Last Christmas, I was lucky enough to be given a very generous book token, and I've had a very jolly time choosing books that have caught my eye from my local Waterstones, in Wells. One of the first was a book by Marcus Sedgwick, called The Ghosts of Heaven. He's an author I admire, and I think this book was shortlisted for the Carnegie, so it was an easy choice.

However, when it came to the top of the pile and I opened it, ready to plunge into a good story, I found that it was written in verse. To my shame, I decided that this made it 'difficult', and I wanted something at that time that didn't require a lot of effort. So it went back on the pile, and I only picked it up again a few weeks ago.

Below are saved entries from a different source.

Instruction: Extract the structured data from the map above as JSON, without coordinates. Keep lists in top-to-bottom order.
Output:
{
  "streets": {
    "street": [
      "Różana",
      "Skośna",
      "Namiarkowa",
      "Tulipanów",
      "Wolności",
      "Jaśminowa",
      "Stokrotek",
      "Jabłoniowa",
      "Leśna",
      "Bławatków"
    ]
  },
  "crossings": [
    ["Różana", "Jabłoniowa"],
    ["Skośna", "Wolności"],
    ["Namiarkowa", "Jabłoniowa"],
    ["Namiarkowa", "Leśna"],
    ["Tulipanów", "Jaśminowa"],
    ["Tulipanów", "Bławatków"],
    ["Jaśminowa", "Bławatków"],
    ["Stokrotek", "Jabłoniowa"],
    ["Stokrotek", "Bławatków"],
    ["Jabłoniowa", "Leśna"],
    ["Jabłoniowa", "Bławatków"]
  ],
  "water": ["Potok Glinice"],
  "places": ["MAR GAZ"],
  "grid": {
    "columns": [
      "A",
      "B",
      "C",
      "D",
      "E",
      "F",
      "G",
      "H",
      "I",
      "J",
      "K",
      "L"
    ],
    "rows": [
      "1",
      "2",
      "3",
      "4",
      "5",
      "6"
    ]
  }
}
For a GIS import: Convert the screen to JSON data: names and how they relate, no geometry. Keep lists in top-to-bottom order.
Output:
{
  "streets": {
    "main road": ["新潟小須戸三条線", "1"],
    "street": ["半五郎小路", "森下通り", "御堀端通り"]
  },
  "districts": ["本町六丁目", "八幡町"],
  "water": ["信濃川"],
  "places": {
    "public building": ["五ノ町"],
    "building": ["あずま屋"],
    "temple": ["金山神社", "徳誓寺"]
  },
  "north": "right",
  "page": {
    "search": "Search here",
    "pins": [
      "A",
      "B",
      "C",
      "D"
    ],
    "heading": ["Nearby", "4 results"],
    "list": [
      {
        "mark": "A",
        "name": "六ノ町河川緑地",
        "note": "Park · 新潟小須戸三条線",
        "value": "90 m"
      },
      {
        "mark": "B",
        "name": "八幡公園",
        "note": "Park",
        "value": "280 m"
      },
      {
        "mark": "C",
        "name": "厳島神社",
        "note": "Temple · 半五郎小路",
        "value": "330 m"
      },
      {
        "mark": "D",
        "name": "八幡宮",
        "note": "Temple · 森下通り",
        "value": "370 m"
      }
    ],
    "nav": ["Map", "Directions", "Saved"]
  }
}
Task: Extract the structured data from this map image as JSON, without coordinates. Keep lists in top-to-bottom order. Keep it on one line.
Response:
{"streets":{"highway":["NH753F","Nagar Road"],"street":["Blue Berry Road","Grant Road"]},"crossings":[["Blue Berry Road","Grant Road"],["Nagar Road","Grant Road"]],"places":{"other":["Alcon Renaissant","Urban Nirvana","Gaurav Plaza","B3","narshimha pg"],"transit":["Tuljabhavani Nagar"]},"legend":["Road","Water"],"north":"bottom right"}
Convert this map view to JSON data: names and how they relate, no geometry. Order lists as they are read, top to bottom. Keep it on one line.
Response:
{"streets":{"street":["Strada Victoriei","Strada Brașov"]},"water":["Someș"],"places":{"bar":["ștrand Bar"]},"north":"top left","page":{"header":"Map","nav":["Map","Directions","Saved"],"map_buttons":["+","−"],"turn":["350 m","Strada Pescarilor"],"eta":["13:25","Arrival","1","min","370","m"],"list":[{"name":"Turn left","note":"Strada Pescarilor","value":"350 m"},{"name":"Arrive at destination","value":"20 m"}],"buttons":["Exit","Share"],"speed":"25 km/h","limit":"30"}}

And it was the strangest experience. Because as soon as I opened it, I saw a drawing - a line which traced a spiral. Why was that strange? Because ever since I can remember, when I've doodled, in lessons or lectures or boring meetings, the spiral is one of my go-to doodles. If you look in any of my notebooks or old exercise books, you'll see it (along with swans, trees, faces, and abstract, cross-hatched scribbles). You have to concentrate hard to do a perfect spiral; it very easily goes astray, because it's difficult to keep the distance between the lines even. So it focuses the mind - though possibly not on what it's supposed to be focused on.




There is a mathematical way to create a spiral, and the spirals which illustrate The Ghosts of Heaven probably used it. You have to use the Fibonacci sequence. This is a mathematical concept - I am terrible at maths, and so I'm not going to try to explain this here; just google it, and you'll get a much better explanation than I can give you. But it's all tied up with proportions and patterns that appear in nature: you see it in a snail shell, an ammonite, the curled up frond of an emerging fern. And it's central to this book.

So that was the first thing. The second thing was that as I read, I realised that the first section of the book is set thousands of years back in pre-history, in the time when our ancestors made beautiful paintings in caves. Now - three years ago, I was in France. About half an hour from Cahors, there is a cave called Pech Merle. It's one of the very few painted caves which the public are still allowed to visit. I was fascinated, of course, by the engravings and paintings of bison, deer, horses, aurochs and so on, with their extraordinary economy of line and clever use of the natural form of the rock face.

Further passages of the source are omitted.